Let's say you just caught your spouse in a compromising situation.  You leave him or her and decide, in your worst of worst times, to write him/her a scathing letter on Google Docs.  Maybe you even got a little extreme in what you might do to get back.

Within an hour of hitting "save" there's a knock on your door.

It's the police.  They received a notice from Google that you were planning a possible terrorist act.  Of course, you planned no such thing. Did Google "see" you googling how to make a bomb?  Were you searching for theaters where firearms were banned?

As the police snap the metal bracelets on your wrists they inform you that you were writing out your plans on Google Docs.

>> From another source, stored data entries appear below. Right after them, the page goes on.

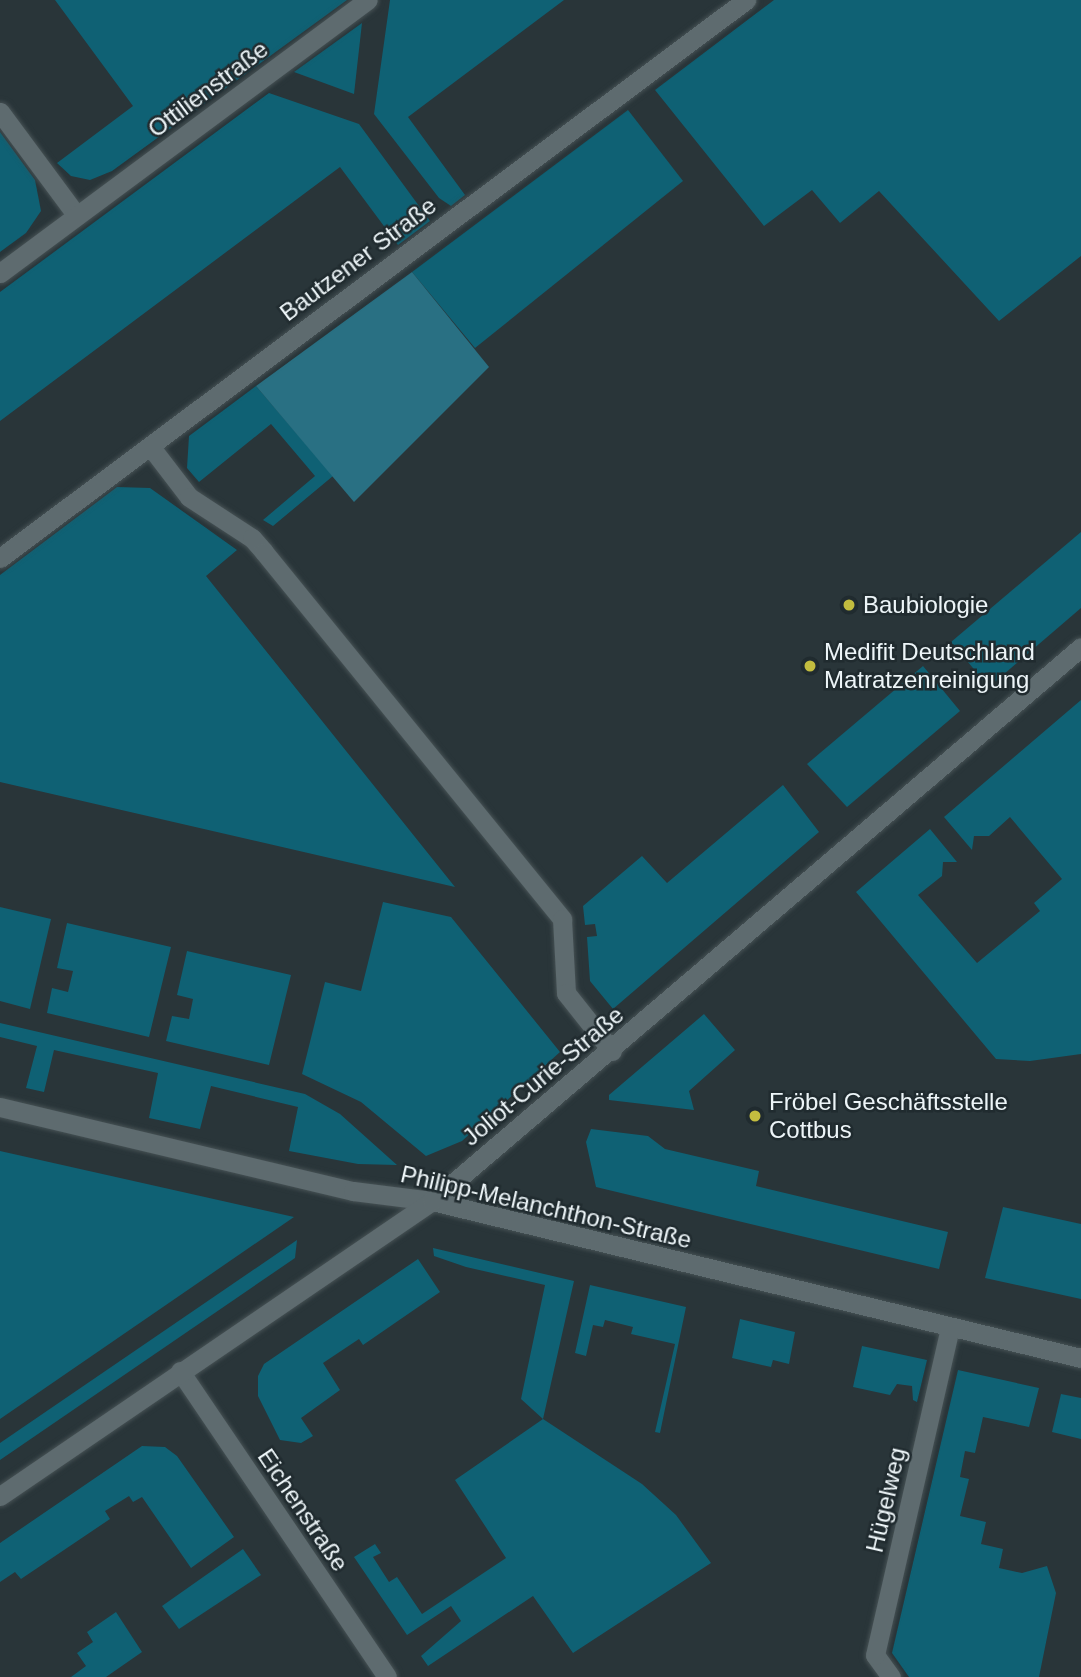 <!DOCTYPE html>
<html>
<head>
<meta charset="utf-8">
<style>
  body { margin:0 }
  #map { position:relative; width:1081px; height:1677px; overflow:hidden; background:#293539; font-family:Arial,sans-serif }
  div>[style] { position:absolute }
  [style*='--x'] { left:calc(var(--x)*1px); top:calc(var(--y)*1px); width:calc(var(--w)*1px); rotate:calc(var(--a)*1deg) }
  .green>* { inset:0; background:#0f6174 }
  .forest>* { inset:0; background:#297083 }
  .roads { filter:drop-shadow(0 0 2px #465154) drop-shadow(0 0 2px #465154) }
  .service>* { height:19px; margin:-9.5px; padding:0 9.5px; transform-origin:9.5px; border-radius:9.5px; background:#5e6b6f }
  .minor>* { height:19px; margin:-9.5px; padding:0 9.5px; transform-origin:9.5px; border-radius:9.5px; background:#5e6b6f }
  .dots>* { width:19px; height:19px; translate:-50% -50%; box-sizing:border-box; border:4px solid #202b2f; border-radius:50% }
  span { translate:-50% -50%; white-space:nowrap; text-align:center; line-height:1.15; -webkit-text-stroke:5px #202b2f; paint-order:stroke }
  .street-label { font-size:24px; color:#edf5f8 }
  .poi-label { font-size:24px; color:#edf5f8 }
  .left { translate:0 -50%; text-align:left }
</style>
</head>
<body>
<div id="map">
  <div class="green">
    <i style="clip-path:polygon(55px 0,347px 0,112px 171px,90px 180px,71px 176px,57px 163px,133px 106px)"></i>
    <i style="clip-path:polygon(390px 0,564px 0,408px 117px,465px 195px,451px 206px,439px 198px,374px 114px)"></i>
    <i style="clip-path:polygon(774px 0,1081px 0,1081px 256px,999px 321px,879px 191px,840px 223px,812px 190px,764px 226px,655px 90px)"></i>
    <i style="clip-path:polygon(362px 23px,354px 94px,294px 72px)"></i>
    <i style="clip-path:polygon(269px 93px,359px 124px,430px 221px,398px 245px,340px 167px,0 421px,0 292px)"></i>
    <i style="clip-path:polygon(628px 110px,683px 181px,475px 348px,412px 272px)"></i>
    <i style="clip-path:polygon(0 132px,35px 180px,41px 211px,26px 233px,0 252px)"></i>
    <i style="clip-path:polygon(256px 386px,333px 476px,273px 526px,263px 520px,315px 476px,271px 424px,199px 482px,187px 468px,189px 436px)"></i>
    <i style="clip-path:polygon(117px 487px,150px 488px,237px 550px,206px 576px,455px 887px,0 782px,0 575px)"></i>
    <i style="clip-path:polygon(1081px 532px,1081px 608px,989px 687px,951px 642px)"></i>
    <i style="clip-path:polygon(923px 666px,960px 711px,847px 807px,807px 764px)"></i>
    <i style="clip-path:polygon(1081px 700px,1081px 1054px,1030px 1061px,996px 1059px,856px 892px,930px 829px,957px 862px,943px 862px,942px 876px,918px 895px,977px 963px,1040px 911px,1034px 903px,1062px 879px,1010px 817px,989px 836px,974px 836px,972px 850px,944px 817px)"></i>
    <i style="clip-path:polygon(783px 785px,819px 832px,613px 1009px,590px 981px,587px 937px,597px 936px,595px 924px,585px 925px,583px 906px,642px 856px,667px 883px)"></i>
    <i style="clip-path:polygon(383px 902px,451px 917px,560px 1052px,462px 1141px,426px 1156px,361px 1102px,302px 1074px,325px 982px,361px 991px)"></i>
    <i style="clip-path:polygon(0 907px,51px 919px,30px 1009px,0 1001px)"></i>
    <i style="clip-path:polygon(67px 923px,171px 947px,149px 1037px,47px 1013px,52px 988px,68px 992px,73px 971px,57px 968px)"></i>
    <i style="clip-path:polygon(187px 951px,291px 975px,269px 1065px,166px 1041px,172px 1016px,189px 1019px,193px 999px,177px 995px)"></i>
    <i style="clip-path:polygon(704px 1014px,735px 1050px,689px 1091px,694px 1110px,609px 1100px,609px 1095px)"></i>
    <i style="clip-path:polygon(0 1023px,305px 1094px,340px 1114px,397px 1165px,358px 1164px,289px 1151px,298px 1107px,211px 1086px,200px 1129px,149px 1118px,158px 1073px,54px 1050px,44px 1092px,26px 1088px,37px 1046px,0 1037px)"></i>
    <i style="clip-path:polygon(591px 1129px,648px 1136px,665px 1149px,759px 1171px,756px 1186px,948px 1232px,939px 1269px,596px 1187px,586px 1142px)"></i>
    <i style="clip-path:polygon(0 1151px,294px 1217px,0 1419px)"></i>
    <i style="clip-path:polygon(1003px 1207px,1081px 1224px,1081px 1299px,985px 1278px)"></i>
    <i style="clip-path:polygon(297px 1240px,295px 1258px,0 1460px,0 1443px)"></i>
    <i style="clip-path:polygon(433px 1248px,574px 1281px,543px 1419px,642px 1484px,676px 1515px,711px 1563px,573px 1653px,533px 1596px,428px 1666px,421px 1656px,461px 1621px,451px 1606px,407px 1635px,354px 1557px,375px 1544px,381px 1553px,373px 1557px,389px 1582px,397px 1577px,422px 1614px,506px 1558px,455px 1480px,543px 1419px,521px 1399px,545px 1285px,466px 1267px,434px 1256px)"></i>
    <i style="clip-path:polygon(418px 1259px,440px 1292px,363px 1345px,359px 1339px,323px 1363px,340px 1390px,301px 1418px,313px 1436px,301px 1443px,280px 1440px,258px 1396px,258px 1376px,264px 1364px)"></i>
    <i style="clip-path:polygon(590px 1285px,686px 1307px,660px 1433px,655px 1432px,675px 1344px,631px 1334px,633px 1327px,605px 1320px,603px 1327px,593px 1325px,586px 1356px,575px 1353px)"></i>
    <i style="clip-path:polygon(740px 1319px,795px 1332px,789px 1364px,773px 1360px,771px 1367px,732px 1358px)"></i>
    <i style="clip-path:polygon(862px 1346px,927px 1360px,917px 1402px,913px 1400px,912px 1386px,897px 1384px,890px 1395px,853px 1387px)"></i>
    <i style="clip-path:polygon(958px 1370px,1039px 1388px,1029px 1427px,983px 1417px,975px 1453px,965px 1451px,960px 1477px,969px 1479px,960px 1516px,986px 1522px,981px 1544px,1003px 1549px,999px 1568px,1022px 1573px,1047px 1566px,1056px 1593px,1039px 1677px,909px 1677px,892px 1653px)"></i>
    <i style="clip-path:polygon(1061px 1394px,1081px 1398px,1081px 1439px,1052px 1432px)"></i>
    <i style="clip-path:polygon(142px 1446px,165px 1447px,177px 1456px,234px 1537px,191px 1568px,142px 1497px,133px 1502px,129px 1496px,105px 1511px,110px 1519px,21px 1579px,15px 1572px,0 1582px,0 1543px)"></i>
    <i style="clip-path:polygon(243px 1549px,261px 1575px,179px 1629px,162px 1606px)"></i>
    <i style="clip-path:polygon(116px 1612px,142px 1652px,106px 1677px,71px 1677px,86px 1666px,77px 1653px,93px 1642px,87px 1632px)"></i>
  </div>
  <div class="forest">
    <i style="clip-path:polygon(412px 272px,489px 367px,354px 502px,256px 386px)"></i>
  </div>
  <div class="roads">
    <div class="service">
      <i style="--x:891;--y:1677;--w:27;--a:-126"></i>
      <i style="--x:875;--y:1655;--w:335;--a:-77.1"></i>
    </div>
    <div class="minor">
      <i style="--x:0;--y:112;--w:129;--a:53.5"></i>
      <i style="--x:0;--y:273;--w:458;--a:-36.6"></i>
      <i style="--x:150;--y:446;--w:64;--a:52.6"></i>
      <i style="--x:189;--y:497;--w:75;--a:33.1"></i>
      <i style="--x:252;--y:538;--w:18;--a:49"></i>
      <i style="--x:264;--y:552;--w:473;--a:50.9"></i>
      <i style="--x:562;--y:919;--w:74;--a:86.9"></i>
      <i style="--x:566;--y:993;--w:74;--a:51.6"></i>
      <i style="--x:0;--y:558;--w:932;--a:-36.8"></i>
      <i style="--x:0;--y:1107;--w:363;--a:13.4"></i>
      <i style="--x:353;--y:1191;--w:80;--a:7.2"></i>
      <i style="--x:432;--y:1201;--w:668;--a:13.6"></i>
      <i style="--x:180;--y:1371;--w:369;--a:55.9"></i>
      <i style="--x:0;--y:1496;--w:523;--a:-34.33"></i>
      <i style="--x:432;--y:1201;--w:853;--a:-40.48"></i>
    </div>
  </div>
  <div class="dots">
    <i style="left:849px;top:605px;background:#c3bd3f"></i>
    <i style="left:810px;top:666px;background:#c3bd3f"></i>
    <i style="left:755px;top:1116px;background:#c3bd3f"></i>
  </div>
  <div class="street-label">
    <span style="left:208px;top:89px;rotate:-37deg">Ottilienstraße</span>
    <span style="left:358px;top:259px;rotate:-37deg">Bautzener Straße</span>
    <span style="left:543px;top:1076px;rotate:-40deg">Joliot-Curie-Straße</span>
    <span style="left:546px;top:1207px;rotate:13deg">Philipp-Melanchthon-Straße</span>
    <span style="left:886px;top:1500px;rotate:-77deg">Hügelweg</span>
    <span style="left:303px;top:1510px;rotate:56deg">Eichenstraße</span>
  </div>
  <div class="poi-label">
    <span class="left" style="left:863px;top:605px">Baubiologie</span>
    <span class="left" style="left:824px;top:666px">Medifit Deutschland<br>Matratzenreinigung</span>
    <span class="left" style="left:769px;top:1116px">Fröbel Geschäftsstelle<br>Cottbus</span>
  </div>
</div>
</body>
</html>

Sound like fantasy?  THINK AGAIN.
In response to some of these reports [of being locked out of Google Docs], a Google employee tweeted that the team handling Google Docs was looking into the matter. Later Tuesday, Google said in a statement that it had "made a code push that incorrectly flagged a small percentage of Google Docs as abusive, which caused those documents to be automatically blocked. A fix is in place and all users should have full access to their docs."

Although the error appeared to be a technical glitch, the fact that Google is capable of identifying "bad" Google Docs at all is a reminder: Much of what you upload, receive or type to Google is monitored.
That's why I never use Google Docs.  What I type is none of their business.  And what you say CAN be used against you even if none of it is true.